[DATA FOR THE TASK Boundary: Start]

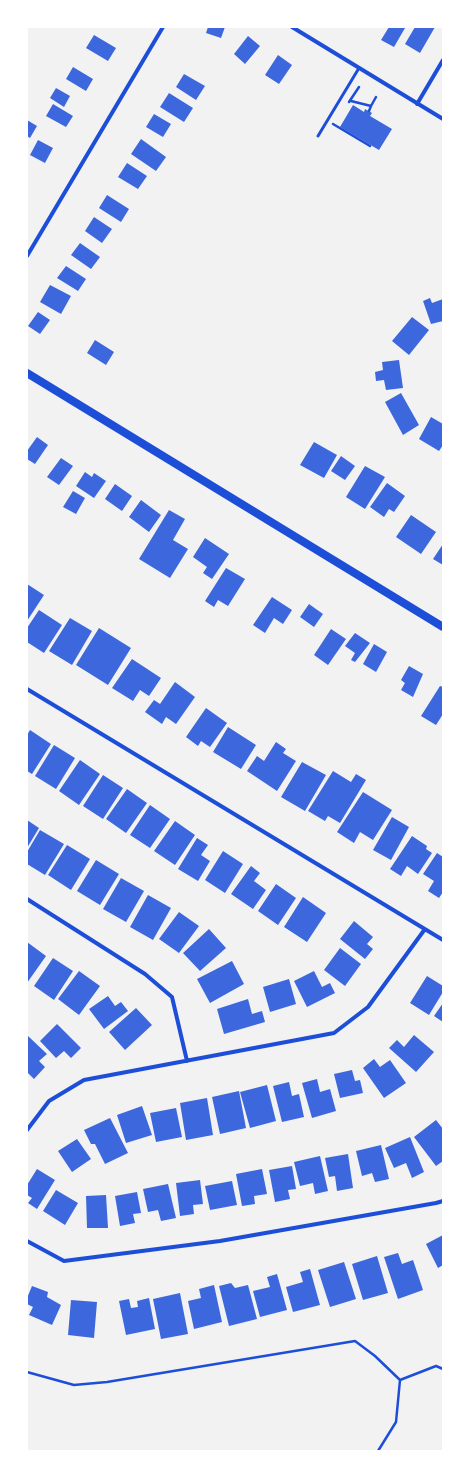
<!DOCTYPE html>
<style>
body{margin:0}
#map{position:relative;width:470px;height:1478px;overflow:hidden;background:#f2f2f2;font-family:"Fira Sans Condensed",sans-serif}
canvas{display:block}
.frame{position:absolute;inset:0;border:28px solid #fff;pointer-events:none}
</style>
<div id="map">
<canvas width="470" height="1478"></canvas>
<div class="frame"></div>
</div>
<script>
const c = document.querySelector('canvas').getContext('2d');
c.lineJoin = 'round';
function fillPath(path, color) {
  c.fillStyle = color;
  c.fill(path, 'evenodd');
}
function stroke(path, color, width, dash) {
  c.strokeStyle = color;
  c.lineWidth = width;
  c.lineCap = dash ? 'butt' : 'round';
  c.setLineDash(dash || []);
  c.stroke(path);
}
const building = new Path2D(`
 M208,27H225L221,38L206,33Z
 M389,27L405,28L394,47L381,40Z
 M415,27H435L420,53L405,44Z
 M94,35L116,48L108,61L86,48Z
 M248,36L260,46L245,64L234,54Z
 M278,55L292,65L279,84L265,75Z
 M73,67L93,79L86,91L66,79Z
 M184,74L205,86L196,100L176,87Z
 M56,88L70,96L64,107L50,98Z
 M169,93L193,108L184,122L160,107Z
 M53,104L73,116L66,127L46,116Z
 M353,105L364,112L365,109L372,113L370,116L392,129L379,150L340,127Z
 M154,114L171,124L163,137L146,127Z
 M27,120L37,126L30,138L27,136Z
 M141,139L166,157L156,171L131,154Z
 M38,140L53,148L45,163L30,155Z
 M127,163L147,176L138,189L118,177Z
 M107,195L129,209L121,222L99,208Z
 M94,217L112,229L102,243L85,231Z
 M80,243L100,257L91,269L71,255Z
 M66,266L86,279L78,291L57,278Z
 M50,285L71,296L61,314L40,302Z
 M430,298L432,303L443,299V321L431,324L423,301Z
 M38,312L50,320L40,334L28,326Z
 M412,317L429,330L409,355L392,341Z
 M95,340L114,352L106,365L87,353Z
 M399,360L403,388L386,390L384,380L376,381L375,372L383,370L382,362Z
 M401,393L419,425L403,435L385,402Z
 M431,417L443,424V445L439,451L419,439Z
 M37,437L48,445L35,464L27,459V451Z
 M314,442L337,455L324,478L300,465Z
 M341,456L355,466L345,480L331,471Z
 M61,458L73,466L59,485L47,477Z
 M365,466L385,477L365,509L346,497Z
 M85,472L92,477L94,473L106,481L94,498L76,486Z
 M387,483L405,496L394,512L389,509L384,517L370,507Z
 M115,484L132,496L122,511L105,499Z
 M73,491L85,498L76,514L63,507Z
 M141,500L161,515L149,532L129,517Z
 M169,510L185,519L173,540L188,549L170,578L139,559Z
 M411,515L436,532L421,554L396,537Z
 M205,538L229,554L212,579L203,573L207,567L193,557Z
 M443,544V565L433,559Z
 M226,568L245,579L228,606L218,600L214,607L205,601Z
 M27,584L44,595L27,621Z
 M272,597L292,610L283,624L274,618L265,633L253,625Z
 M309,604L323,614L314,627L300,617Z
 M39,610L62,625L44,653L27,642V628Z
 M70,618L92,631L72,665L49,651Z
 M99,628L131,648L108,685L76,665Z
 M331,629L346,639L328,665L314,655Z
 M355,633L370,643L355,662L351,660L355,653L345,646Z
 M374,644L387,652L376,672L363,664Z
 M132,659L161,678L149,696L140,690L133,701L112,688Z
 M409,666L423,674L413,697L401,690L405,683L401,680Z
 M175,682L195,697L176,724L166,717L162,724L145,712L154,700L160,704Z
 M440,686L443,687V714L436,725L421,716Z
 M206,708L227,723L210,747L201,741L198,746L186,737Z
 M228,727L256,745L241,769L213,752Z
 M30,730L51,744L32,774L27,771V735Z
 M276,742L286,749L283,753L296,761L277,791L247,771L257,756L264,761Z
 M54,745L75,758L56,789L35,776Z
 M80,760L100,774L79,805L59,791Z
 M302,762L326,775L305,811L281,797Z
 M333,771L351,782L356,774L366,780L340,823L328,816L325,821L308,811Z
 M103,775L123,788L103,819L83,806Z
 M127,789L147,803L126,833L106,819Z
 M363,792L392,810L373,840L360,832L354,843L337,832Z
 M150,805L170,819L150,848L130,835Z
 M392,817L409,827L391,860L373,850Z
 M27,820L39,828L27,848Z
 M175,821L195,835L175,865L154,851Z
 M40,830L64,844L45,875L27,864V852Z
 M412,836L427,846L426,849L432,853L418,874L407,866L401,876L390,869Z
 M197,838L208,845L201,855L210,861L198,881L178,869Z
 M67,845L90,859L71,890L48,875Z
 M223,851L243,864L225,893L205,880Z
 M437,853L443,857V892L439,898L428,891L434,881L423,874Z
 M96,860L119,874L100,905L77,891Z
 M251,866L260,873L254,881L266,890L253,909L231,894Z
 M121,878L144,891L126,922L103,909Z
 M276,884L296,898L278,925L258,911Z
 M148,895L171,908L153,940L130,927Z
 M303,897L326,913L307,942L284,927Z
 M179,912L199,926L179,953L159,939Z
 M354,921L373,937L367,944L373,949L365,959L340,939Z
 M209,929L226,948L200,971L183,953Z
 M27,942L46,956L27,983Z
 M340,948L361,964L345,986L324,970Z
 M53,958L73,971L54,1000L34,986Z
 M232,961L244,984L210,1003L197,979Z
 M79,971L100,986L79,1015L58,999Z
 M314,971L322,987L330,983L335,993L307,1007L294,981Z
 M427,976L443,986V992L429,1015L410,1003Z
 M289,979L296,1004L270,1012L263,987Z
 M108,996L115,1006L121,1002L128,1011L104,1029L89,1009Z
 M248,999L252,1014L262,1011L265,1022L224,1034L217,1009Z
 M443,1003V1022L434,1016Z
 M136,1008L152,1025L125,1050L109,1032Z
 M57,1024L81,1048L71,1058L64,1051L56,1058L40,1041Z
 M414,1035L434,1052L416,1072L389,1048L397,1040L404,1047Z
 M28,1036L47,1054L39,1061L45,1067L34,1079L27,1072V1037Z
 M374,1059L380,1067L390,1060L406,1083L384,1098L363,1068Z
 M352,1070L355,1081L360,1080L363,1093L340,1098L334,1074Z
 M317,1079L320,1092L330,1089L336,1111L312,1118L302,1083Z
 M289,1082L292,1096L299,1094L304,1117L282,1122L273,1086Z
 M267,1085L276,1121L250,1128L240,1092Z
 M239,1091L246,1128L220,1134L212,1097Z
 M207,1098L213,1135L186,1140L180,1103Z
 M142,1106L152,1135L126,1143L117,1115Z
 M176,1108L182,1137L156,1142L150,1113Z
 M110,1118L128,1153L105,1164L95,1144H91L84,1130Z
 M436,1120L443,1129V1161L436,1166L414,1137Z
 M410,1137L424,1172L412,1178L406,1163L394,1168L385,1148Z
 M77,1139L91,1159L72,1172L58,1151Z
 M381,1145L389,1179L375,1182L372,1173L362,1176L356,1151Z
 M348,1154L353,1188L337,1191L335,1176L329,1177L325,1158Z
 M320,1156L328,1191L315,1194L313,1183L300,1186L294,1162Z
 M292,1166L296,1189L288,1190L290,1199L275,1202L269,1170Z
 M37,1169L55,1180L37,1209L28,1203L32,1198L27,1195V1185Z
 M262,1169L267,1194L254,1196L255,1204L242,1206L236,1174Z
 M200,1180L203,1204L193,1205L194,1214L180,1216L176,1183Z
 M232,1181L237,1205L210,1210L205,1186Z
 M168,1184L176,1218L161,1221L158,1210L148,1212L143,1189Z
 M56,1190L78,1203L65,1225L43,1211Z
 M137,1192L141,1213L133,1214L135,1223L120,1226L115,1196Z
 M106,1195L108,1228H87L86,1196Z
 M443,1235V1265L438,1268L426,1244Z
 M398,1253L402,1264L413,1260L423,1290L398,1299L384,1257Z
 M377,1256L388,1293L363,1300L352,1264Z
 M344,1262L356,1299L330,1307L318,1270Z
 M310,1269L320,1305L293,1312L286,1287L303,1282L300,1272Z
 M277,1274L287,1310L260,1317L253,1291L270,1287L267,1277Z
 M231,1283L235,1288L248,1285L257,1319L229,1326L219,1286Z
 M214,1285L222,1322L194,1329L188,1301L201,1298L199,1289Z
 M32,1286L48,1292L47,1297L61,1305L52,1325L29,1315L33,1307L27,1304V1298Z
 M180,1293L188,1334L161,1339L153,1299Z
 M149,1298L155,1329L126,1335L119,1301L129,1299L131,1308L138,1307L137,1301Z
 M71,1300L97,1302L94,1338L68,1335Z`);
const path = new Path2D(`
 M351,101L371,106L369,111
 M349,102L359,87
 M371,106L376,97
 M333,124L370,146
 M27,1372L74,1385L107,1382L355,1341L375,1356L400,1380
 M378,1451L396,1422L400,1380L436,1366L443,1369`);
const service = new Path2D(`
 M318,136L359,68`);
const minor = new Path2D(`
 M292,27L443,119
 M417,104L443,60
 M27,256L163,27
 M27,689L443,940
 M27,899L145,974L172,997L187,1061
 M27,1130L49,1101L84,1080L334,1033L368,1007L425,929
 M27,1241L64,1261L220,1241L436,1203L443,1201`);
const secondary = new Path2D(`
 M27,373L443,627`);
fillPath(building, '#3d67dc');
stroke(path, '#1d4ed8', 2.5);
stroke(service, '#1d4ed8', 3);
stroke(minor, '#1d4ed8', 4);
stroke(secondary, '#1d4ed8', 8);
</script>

[DATA FOR THE TASK Boundary: End]

THE TASK →
Lines above with "dash": state how many, nothing more.

THE ANSWER →
3